Great response Hawkman! I think Auden is trying to show parallels between Homer's glorification of war and modern militarism/totalitarianism. I also wonder whether he is not using Achilles for a representative of all of humanity and saying that if we don't abandon our collective madness for power and glory then we will "not live long." It was published after both world wars, after so many million had been butchered in vain.
Nick Capozzoli
06-01-2013, 12:54 AM
The thing is that I just read a few other persons' interpretations of the poem and they instead think it to be a condemnation of modern warfare, contrasted with the nobility of ancient war, and not of war itself. I don't see that. I see Auden portraying negatively the Homeric ideal of the greatness of imposing one's power over others, exemplified by Achilles thousands of years ago and still followed by the totalitarian conquerers of the 20th century. Any thoughts?
It's certainly a condemnation of modern warfare, and the gray inhospitable images (barbed-wire enclosures, a million boots inline) evoke the coldly efficient barbarity of the Nazis.

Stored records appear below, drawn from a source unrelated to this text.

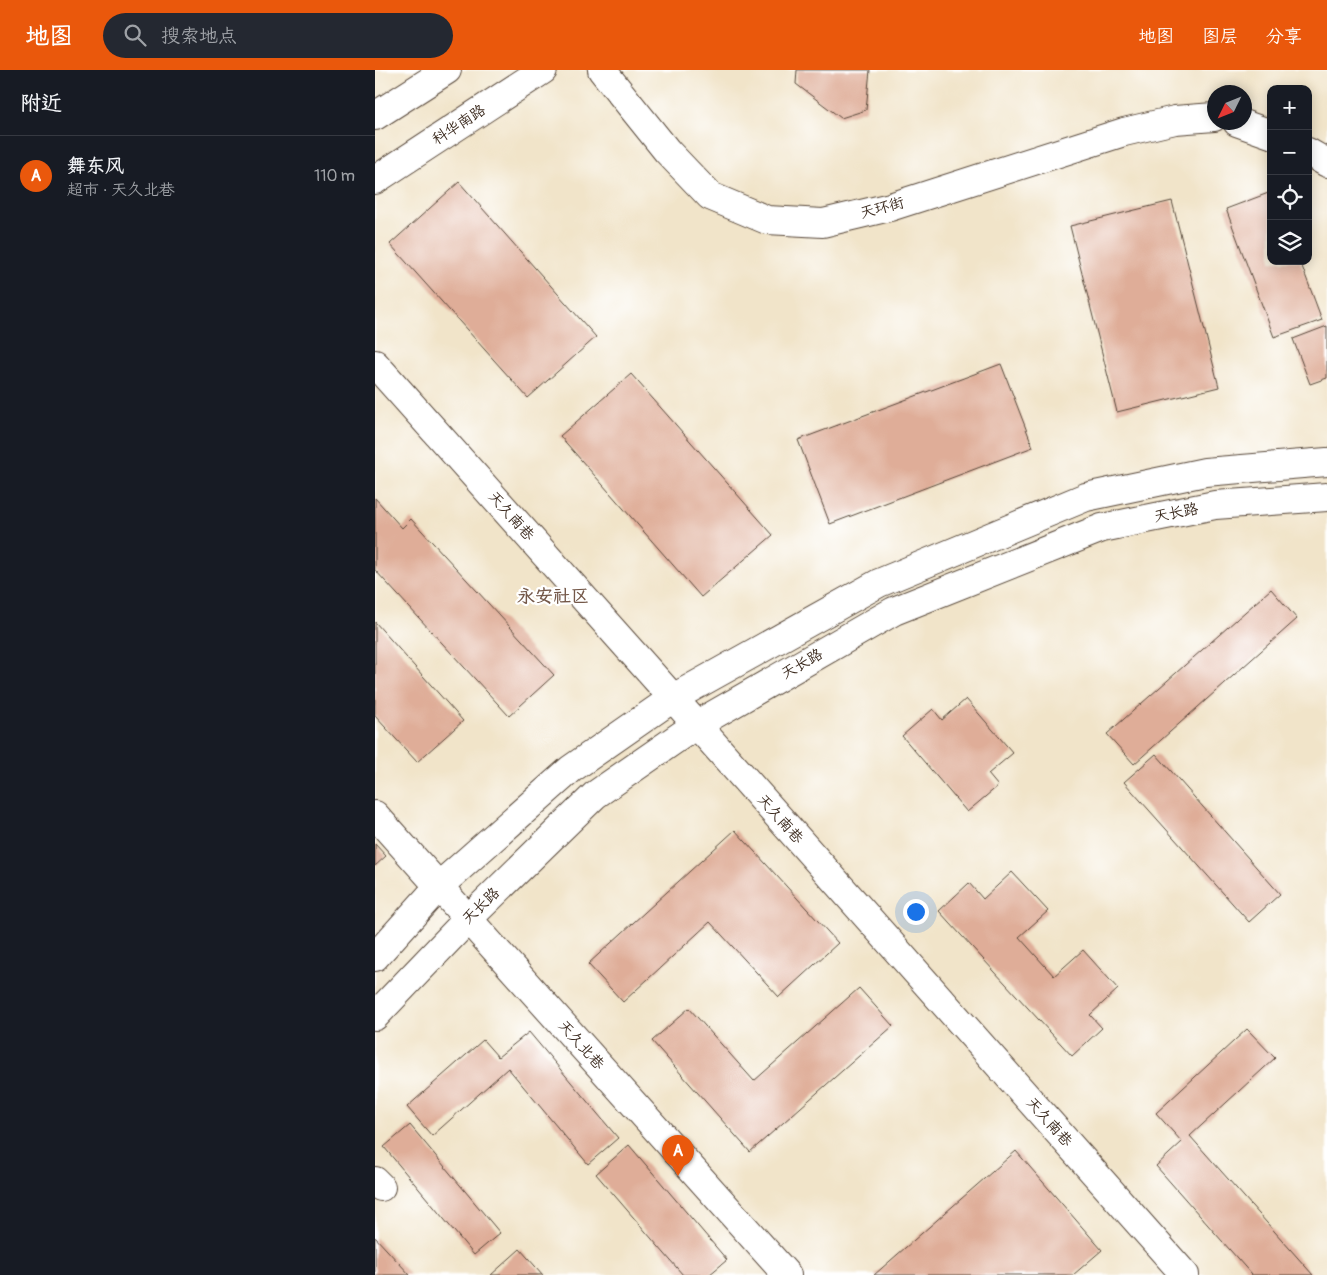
<!DOCTYPE html>
<html lang="zh">
<head>
<meta charset="utf-8">
<style>
	:root { --surface:#171b24; --page:#242831; --text:#f1f3f6; --muted:#9ea1a6; --line:#363941; --accent:#ea580c }
	body { margin:0; font-family:Pangolin,"LXGW WenKai TC",sans-serif; background:var(--page); color:var(--text) }
	.controls { position:absolute; right:15px; top:15px; display:grid; overflow:hidden; border-radius:10px; box-shadow:0 2px 12px #0003 }
	.controls button { width:45px; height:45px; display:grid; place-items:center; padding:0; border:0; border-bottom:1px solid var(--line); background:var(--surface); color:var(--text); font:25px sans-serif }
	.compass { position:absolute; left:832px; top:15px; width:45px; height:45px; border-radius:50%; background:var(--surface); box-shadow:0 2px 12px #0003; rotate:227deg }
	.you { position:absolute; left:540px; top:841px; width:18px; height:18px; margin:-12px; border:4px solid #fff; border-radius:50%; background:#1a73e8; box-shadow:0 0 0 8px #1a73e833 }
	.badge { display:grid; place-items:center; width:32px; height:32px; border-radius:50%; background:var(--accent); color:#fff; font-size:16px; font-weight:700 }
	.pin { position:absolute; translate:-50% -41px; filter:drop-shadow(0 1px 2px #0008) }
	.pin::after { content:''; position:absolute; top:26px; width:18px; height:15px; background:inherit; clip-path:polygon(0 0,100% 0,50% 100%) }
	.list { margin:0; padding:0; list-style:none }
	h2 { display:flex; justify-content:space-between; align-items:center; height:65px; margin:0; padding:0 20px; font-size:21px }
	h2 small { font-size:16px; font-weight:400; color:var(--muted) }
	.list li { display:grid; grid-template-columns:32px 1fr auto; gap:15px; align-items:center; box-sizing:border-box; height:80px; padding:0 20px; border-top:1px solid var(--line) }
	.list b { display:block; font-size:19px; white-space:nowrap }
	.list p { margin:0; font-size:16px; white-space:nowrap; color:var(--muted) }
	.list em { font-size:16px; font-style:normal; color:var(--muted) }
	.icon { flex:none; width:28px; height:28px; fill:none; stroke:currentColor; stroke-width:2; stroke-linecap:round; stroke-linejoin:round }
	.map { position:relative; flex:none; width:952px; height:1205px; overflow:hidden }
	header { display:flex; align-items:center; gap:30px; box-sizing:border-box; height:70px; padding:0 25px; background:var(--accent); color:#fff }
	header strong { font-size:24px }
	nav { display:flex; gap:28px; margin-inline-start:auto; font-size:18px }
	.search { width:350px; height:45px; background:var(--page); display:flex; align-items:center; gap:12px; box-sizing:border-box; padding:0 18px; border-radius:28px; color:var(--muted); font-size:19px }
	main { display:flex }
	aside { flex:1; background:var(--surface) }
	.map>svg:first-child { display:block }
	.building { fill:#dfad98 }
	.lines { fill:none; stroke-linecap:round; stroke-linejoin:round }
	.minor-casing { stroke:#564638; stroke-width:30 }
	.major-casing { stroke:#564638; stroke-width:30 }
	.highway-casing { stroke:#564638; stroke-width:30 }
	.minor { stroke:#fff; stroke-width:28 }
	.major { stroke:#fff; stroke-width:28 }
	.highway { stroke:#fff; stroke-width:28 }
	.labels { text-anchor:middle; dominant-baseline:central; stroke-width:4.5; stroke-linejoin:round; paint-order:stroke }
	.street-label { font-size:15px; fill:#3b2a1e; stroke:#fff }
	.quarter-label { font-size:18px; font-weight:bold; fill:#745849; stroke:#fff }
</style>
</head>
<body>
<header>
<strong>地图</strong>
<div class="search"><svg class="icon" aria-label="search" viewBox="0 0 24 24"><circle cx="10" cy="10" r="6"/><path d="M15 15l6 6"/></svg>搜索地点</div>
<nav><a>地图</a><a>图层</a><a>分享</a></nav>
</header>
<main>
<aside>
<h2>附近<small></small></h2>
<ul class="list">
<li><span class="badge">A</span><div><b>舞东风</b><p>超市 · 天久北巷</p></div><em>110 m</em></li>
</ul>
</aside>
<div class="map">
<svg width="952" height="1205" viewBox="0 0 952 1205">
	<rect width="100%" height="100%" fill="#fff"/>
	<filter id="ink" filterUnits="userSpaceOnUse"><feTurbulence type="fractalNoise" baseFrequency=".02" numOctaves="2"/><feDisplacementMap in="SourceGraphic" scale="10" xChannelSelector="R" yChannelSelector="G"/><feConvolveMatrix kernelMatrix="1 2 1 2 8 2 1 2 1" color-interpolation-filters="sRGB"/></filter>
	<filter id="wash" filterUnits="userSpaceOnUse"><feTurbulence type="fractalNoise" baseFrequency=".0096" numOctaves="4" result="noise"/><feDisplacementMap in="SourceGraphic" scale="20" xChannelSelector="R" yChannelSelector="G"/><feGaussianBlur stdDeviation="1.12" result="paint"/><feColorMatrix in="noise" values="0 0 0 0 0 0 0 0 0 0 0 0 0 0 0 0 0 1.4 0 .05"/><feComposite in="paint" operator="in"/></filter>
	<g filter="url(#wash)">
		<rect width="100%" height="100%" fill="#f1e4c9"/>
		<g id="blocks">
			<g class="building">
				<polygon points="422,0 495,0 491,40 466,48 421,14"/>
				<polygon points="84,112 221,267 153,328 15,174"/>
				<polygon points="896,122 896,191 925,191 947,250 899,267 851,139"/>
				<polygon points="797,131 844,317 742,342 695,156"/>
				<polygon points="952,256 952,308 935,314 918,269"/>
				<polygon points="626,294 658,377 455,454 423,370"/>
				<polygon points="256,304 398,465 326,527 185,366"/>
				<polygon points="0,428 27,458 36,449 179,605 134,646 0,500"/>
				<polygon points="896,519 922,549 759,694 732,664"/>
				<polygon points="0,552 88,651 42,692 0,646"/>
				<polygon points="591,629 638,683 613,704 623,716 592,742 527,666 558,639 567,650"/>
				<polygon points="781,684 905,824 874,852 749,712"/>
				<polygon points="360,760 463,873 404,927 335,852 248,932 213,894"/>
				<polygon points="0,774 11,786 0,796"/>
				<polygon points="637,802 673,841 644,867 679,906 708,880 743,919 715,945 727,958 697,986 564,841 594,813 608,829"/>
				<polygon points="484,918 518,956 375,1082 277,971 314,938 379,1011"/>
				<polygon points="872,959 900,988 815,1066 938,1205 877,1205 781,1096 807,1072 781,1043"/>
				<polygon points="154,962 243,1068 213,1094 133,998 57,1066 32,1037 108,970 123,987"/>
				<polygon points="35,1055 125,1163 99,1185 9,1077"/>
				<polygon points="254,1075 352,1190 334,1205 308,1205 221,1104"/>
				<polygon points="641,1081 727,1180 698,1205 499,1205"/>
				<polygon points="0,1167 35,1205 0,1205"/>
				<polygon points="145,1179 168,1205 116,1205"/>
			</g>
		</g>
	</g>
	<g filter="url(#ink)">
		<use href="#blocks" fill-opacity="0" stroke="#564638" stroke-width="1"/>
		<g class="lines">
			<defs>
				<g id="minor">
					<polyline points="227,0 292,81 335,126 392,150 448,153 515,137 749,62 800,50 839,47"/>
					<polyline points="862,52 896,64"/>
					<polyline points="933,82 952,93"/>
					<polyline points="0,294 298,628 810,1205"/>
					<polyline points="0,745 412,1205"/>
					<polyline points="0,887 64,816 196,699 298,628 504,513 711,427 830,402 952,392"/>
					<polyline points="0,946 93,849 220,725 321,655 519,541 727,458 840,435 952,427"/>
					<polyline points="0,1111 6,1117"/>
				</g>
				<polyline id="major" points="0,110 168,0"/>
				<polyline id="highway" points="0,46 72,0"/>
			</defs>
			<use href="#minor" class="minor-casing"/>
			<use href="#major" class="major-casing"/>
			<use href="#highway" class="highway-casing"/>
			<use href="#minor" class="minor"/>
			<use href="#major" class="major"/>
			<use href="#highway" class="highway"/>
		</g>
	</g>
	<g class="labels">
		<g class="street-label">
			<text transform="translate(84 55) rotate(-33)">科华南路</text>
			<text transform="translate(507 138) rotate(-15)">天环街</text>
			<text transform="translate(801 443) rotate(-11)">天长路</text>
			<text transform="translate(136 446) rotate(48)">天久南巷</text>
			<text transform="translate(427 594) rotate(-30)">天长路</text>
			<text transform="translate(405 749) rotate(48)">天久南巷</text>
			<text transform="translate(106 836) rotate(-44)">天长路</text>
			<text transform="translate(206 975) rotate(48)">天久北巷</text>
			<text transform="translate(674 1052) rotate(48)">天久南巷</text>
		</g>
		<g class="quarter-label">
			<text x="178" y="526">永安社区</text>
		</g>
	</g>
</svg>
<div class="controls">
<button>+</button>
<button>−</button>
<button><svg class="icon" aria-label="locate" viewBox="0 0 24 24"><circle cx="12" cy="12" r="6"/><path d="M12 2v4M12 18v4M2 12h4M18 12h4"/></svg></button>
<button><svg class="icon" aria-label="layers" viewBox="0 0 24 24"><path d="M12 4l9 5-9 5-9-5zM3 14l9 5 9-5"/></svg></button>
</div>
<svg class="compass" viewBox="-18 -18 36 36"><path d="M0-13l5 13h-10z" fill="#e53935"/><path d="M0 13l5-13h-10z" fill="#9ea1a6"/></svg>
<div class="you"></div>
<div class="pin badge" style="left:303px;top:1106px">A</div>
</div>
</main>
</body>
</html>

This is contrasted with the Hellenic ideals of warfare and the bright bucolic classical imagery (which was, according to Homer, on Achilles' shield). It's unclear from the poem that Auden was condemning Achilles or the Homeric view of war and warriors. It is, however, pretty clear that he viewed modern warfare as very different and much worse than the Homeric version...
It's possible to take the lines about
...... the strong
Iron-hearted man-slaying Achilles
Who would not live long
as elegiac rather than condemnatory.
It seems pretty clear that no such elegiac tone is due Hitler or the other bearers of Achilles's modern leaden shield.
It may be that Auden was saying that the Homeric warrior ideals cannot exist in the modern world, that even Achilles could
not exist as a hero here.
General Sherman said that "War is Hell," and he proved during his destructive march through Georgia.